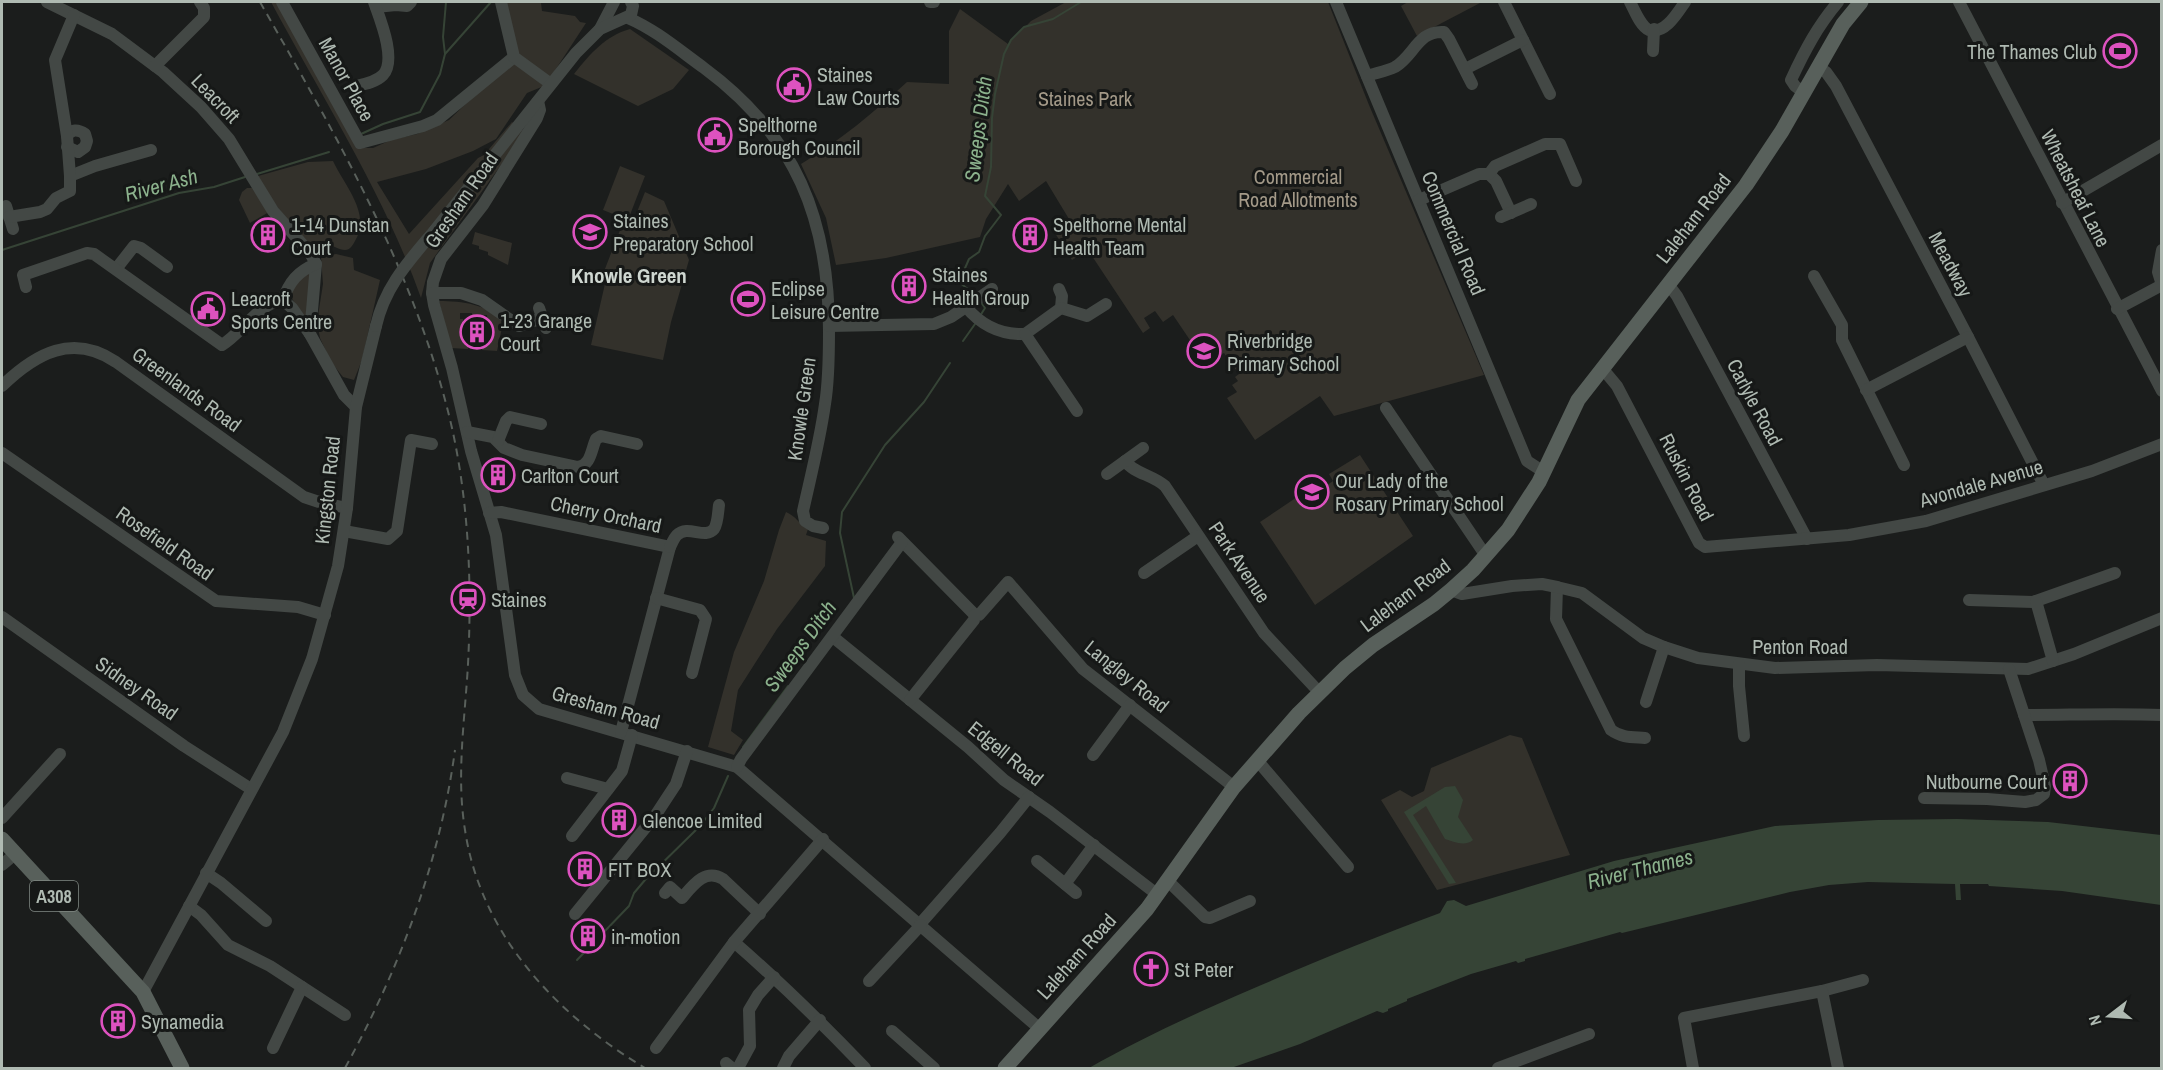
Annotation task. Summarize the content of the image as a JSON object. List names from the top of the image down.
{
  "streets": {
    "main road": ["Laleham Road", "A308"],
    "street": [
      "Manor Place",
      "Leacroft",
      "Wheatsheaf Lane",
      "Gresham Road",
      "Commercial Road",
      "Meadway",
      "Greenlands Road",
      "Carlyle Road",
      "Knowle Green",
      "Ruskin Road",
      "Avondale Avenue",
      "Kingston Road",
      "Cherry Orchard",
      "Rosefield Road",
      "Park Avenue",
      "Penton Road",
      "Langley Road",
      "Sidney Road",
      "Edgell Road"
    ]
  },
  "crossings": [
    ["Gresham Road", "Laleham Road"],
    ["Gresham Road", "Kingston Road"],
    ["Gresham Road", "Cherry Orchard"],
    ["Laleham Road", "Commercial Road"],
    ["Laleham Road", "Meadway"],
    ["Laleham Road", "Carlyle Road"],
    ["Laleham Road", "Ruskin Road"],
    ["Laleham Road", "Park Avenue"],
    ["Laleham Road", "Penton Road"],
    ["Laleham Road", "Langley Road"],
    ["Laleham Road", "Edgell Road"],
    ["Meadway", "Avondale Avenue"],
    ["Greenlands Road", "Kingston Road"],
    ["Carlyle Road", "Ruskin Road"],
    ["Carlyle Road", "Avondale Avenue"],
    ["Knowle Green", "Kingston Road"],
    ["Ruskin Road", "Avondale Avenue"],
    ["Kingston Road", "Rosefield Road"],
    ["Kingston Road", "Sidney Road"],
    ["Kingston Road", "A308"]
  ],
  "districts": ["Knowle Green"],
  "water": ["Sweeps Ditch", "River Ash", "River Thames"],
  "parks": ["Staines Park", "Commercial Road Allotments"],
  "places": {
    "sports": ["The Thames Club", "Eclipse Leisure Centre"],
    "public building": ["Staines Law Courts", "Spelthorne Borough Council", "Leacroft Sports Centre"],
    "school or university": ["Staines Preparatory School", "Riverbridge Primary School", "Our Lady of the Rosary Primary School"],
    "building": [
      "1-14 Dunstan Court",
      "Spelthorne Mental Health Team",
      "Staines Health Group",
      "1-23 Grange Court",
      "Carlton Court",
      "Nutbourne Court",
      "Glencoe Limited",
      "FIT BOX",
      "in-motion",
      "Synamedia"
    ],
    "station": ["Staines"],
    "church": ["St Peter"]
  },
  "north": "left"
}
+++++
**Work request:** How many lines in these entries contain the string "Cherry"? State the number and nothing more.

**The completed task:** 2